I've bought one of these in the past and it holds 14 ish grams. https://www.theespressoshop.co.uk/en/La-Pavoni-Lever-Double-Filter-Basket-Old-Group---327051/m-2191.aspx

I also have the IMS screen and basket and they're not worth the investment. Definitely get yourself a good tamper and a temperature strip to stick to the group.

Do you have a decent grinder?


----------



## Jetpac (Nov 19, 2016)

Nopapercup said:


> Sounds like you bought a good one. It's probably worth changing the rubbers in the group and lubricating it.
> 
> I've bought one of these in the past and it holds 14 ish grams. https://www.theespressoshop.co.uk/en/La-Pavoni-Lever-Double-Filter-Basket-Old-Group---327051/m-2191.aspx
> 
> ...


 I have the Rok Gc grinder which i believe should be good enough? (Again im not super well versed!)



MediumRoastSteam said:


> nope. It's rubber. 😉
> 
> I think replacing the group seals and piston seals will improve things.
> 
> see what it works going forwards. It's a learning curve.

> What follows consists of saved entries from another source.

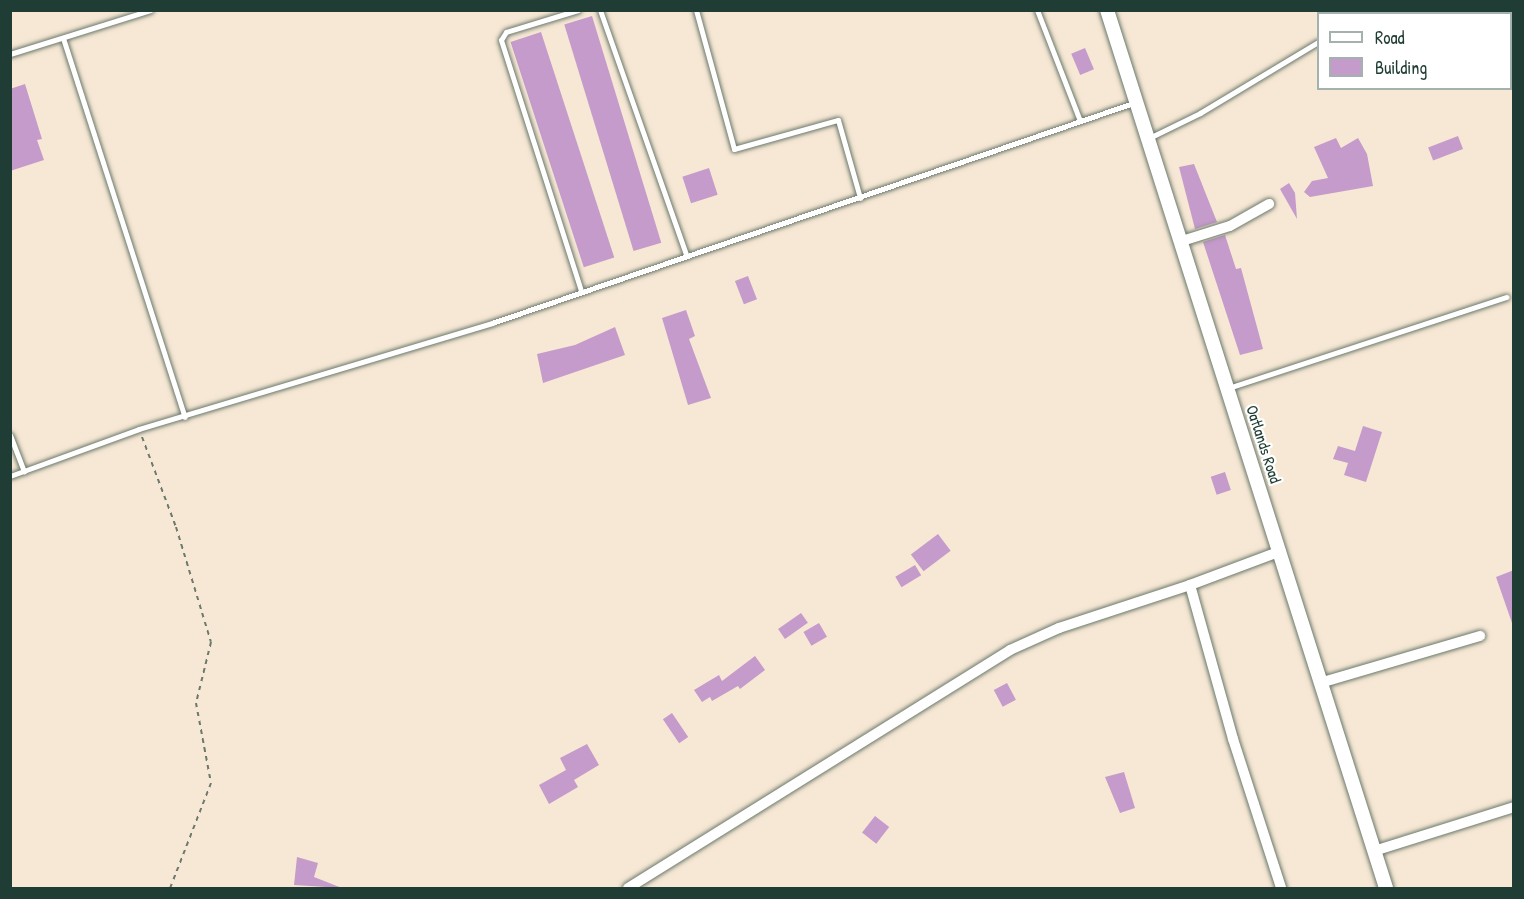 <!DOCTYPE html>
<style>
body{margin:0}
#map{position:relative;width:1524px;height:899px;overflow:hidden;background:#f7e8d5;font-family:"Patrick Hand",sans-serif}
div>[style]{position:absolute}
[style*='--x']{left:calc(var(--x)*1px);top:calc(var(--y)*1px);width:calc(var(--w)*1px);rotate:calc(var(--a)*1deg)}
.building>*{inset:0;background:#c49bca;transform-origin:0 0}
.path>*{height:2px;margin-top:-1px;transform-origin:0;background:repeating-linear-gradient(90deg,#6b796c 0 4.5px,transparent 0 9px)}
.roads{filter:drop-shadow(0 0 2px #6b796c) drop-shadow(0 0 2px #6b796c)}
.service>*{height:5px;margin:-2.5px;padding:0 2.5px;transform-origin:2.5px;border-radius:2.5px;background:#fff}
.minor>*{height:10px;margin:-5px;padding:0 5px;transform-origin:5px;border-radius:5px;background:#fff}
.tertiary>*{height:14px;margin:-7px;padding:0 7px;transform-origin:7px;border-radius:7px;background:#fff}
span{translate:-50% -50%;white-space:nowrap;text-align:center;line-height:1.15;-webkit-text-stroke:4.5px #fff;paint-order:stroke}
.street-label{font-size:16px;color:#1f3d34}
.frame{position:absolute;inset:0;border:12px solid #1f3d34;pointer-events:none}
.legend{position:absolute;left:1317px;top:12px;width:195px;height:78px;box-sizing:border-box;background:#fff;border:2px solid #a5b1ae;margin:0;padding:8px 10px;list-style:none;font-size:18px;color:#1f3d34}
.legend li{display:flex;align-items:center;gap:12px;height:30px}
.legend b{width:30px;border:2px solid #a5b1ae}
</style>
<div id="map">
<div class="building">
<div style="left:592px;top:16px;width:237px;height:29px;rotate:73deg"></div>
<div style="left:541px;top:32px;width:237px;height:32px;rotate:72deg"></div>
<div style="left:1085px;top:48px;width:23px;height:15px;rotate:67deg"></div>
<div style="clip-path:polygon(25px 84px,42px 139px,37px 140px,44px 160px,10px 171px,10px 89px)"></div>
<div style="left:1458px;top:136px;width:14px;height:32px;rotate:69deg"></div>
<div style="clip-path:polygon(1336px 138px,1341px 148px,1358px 138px,1367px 154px,1373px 186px,1310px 197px,1304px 192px,1312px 181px,1328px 178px,1314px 147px)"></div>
<div style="clip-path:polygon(1194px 164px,1217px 222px,1195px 229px,1179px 167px)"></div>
<div style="left:709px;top:168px;width:28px;height:28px;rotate:72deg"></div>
<div style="clip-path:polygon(1289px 183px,1295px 193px,1297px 219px,1280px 189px)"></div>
<div style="clip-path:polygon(1225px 235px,1236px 269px,1241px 268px,1263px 349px,1240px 355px,1203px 242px)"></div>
<div style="left:748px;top:276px;width:25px;height:14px;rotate:69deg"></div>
<div style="clip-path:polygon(686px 310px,695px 336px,689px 339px,711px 398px,688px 405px,662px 318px)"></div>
<div style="clip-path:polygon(615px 327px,625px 355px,543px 383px,537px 354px,575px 345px)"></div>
<div style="clip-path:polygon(1363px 426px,1382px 432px,1366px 482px,1344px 475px,1348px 463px,1333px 459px,1338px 446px,1355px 451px)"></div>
<div style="left:1225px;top:472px;width:19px;height:15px;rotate:72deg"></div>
<div style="left:938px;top:534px;width:21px;height:34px;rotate:53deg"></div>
<div style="left:915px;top:565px;width:12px;height:23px;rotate:59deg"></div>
<div style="clip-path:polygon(1514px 570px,1514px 623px,1512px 623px,1496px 577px)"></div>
<div style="left:801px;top:613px;width:12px;height:28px;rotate:55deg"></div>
<div style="left:819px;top:623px;width:16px;height:18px;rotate:60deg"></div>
<div style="clip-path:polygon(755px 656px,765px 670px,740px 689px,738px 686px,712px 701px,710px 697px,702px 702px,694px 690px,719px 675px,722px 681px)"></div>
<div style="left:1007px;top:683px;width:19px;height:15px;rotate:62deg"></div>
<div style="left:672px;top:713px;width:29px;height:11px;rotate:56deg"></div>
<div style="clip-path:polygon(587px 744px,599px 765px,574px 780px,578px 787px,549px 804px,539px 785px,566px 770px,560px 758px)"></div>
<div style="clip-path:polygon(1124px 772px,1135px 808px,1120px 813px,1105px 777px)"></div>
<div style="left:875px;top:816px;width:18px;height:21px;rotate:38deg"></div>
<div style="clip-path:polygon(297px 857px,318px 863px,314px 877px,342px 888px,294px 885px)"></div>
</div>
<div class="path">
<div style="--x:142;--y:437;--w:96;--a:69.3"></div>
<div style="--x:176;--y:527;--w:120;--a:73.1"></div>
<div style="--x:211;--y:642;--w:63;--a:103.8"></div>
<div style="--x:196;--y:703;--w:81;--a:79.4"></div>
<div style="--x:211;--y:783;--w:113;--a:111.3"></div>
</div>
<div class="roads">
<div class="service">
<div style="--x:578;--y:10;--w:75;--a:163"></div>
<div style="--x:506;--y:32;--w:9;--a:122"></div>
<div style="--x:501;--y:40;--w:263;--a:72.3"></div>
<div style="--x:600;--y:10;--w:259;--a:70.6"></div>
<div style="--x:696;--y:10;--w:144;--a:74.7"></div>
<div style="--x:734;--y:149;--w:108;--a:-15.6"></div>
<div style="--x:838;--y:120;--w:81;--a:74.2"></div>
<div style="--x:1037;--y:10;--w:119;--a:68.8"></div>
<div style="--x:1365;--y:14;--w:6;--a:-45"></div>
<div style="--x:63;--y:38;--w:398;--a:72.2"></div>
<div style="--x:10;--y:54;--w:147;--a:-17.4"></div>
<div style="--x:1149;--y:138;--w:57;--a:-26.1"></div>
<div style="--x:1200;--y:113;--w:138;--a:-31"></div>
<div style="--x:1228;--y:388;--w:293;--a:-18.1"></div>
<div style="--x:10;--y:435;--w:39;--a:69"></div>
<div style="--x:10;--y:476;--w:137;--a:-20"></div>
<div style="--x:139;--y:429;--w:369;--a:-16.7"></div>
<div style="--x:492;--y:323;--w:681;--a:-18.94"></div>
</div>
<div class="minor">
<div style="--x:1182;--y:241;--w:50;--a:-17.4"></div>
<div style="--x:1230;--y:226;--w:45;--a:-29.4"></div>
<div style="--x:1190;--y:585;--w:160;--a:74.4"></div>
<div style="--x:1233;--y:739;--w:157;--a:72.1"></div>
<div style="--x:1320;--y:683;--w:167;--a:-16.4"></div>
<div style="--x:1374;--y:851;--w:147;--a:-17.4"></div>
<div style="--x:628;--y:888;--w:450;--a:-31.9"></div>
<div style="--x:1010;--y:650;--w:54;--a:-24.2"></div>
<div style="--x:1059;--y:628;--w:138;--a:-18.2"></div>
<div style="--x:1190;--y:585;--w:97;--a:-20.5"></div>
</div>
<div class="tertiary">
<div style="--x:1107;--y:10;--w:921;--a:72.37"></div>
</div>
</div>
<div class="street-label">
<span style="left:1264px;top:444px;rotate:72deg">Oatlands Road</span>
</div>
<div class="frame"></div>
<ul class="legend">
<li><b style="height:8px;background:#fff"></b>Road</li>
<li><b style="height:16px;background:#c49bca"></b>Building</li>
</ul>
</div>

 You were spot on, new seals arrived today and taking it apart the seals clearly have never been changed and were solid pretty much!

I replaced all the seals in the grouphead, boiler cap and also the seal in the steam valve.

Got a New tamper, 3d printed a drip tray and tamping stand.

I think its better now! Now its onto the learning part!


----------



## Jetpac (Nov 19, 2016)

Just wanted to update this with a thank you for your help!.. i did the stripping and got the base powder coated (off white RAL9010).

Repainted the badge and had a little fun with the cable. 3d printed a drip tray.

I was even able to save the original metal sticker on the side so i could reattach it.

I'm pretty pleased with how it turned out!


----------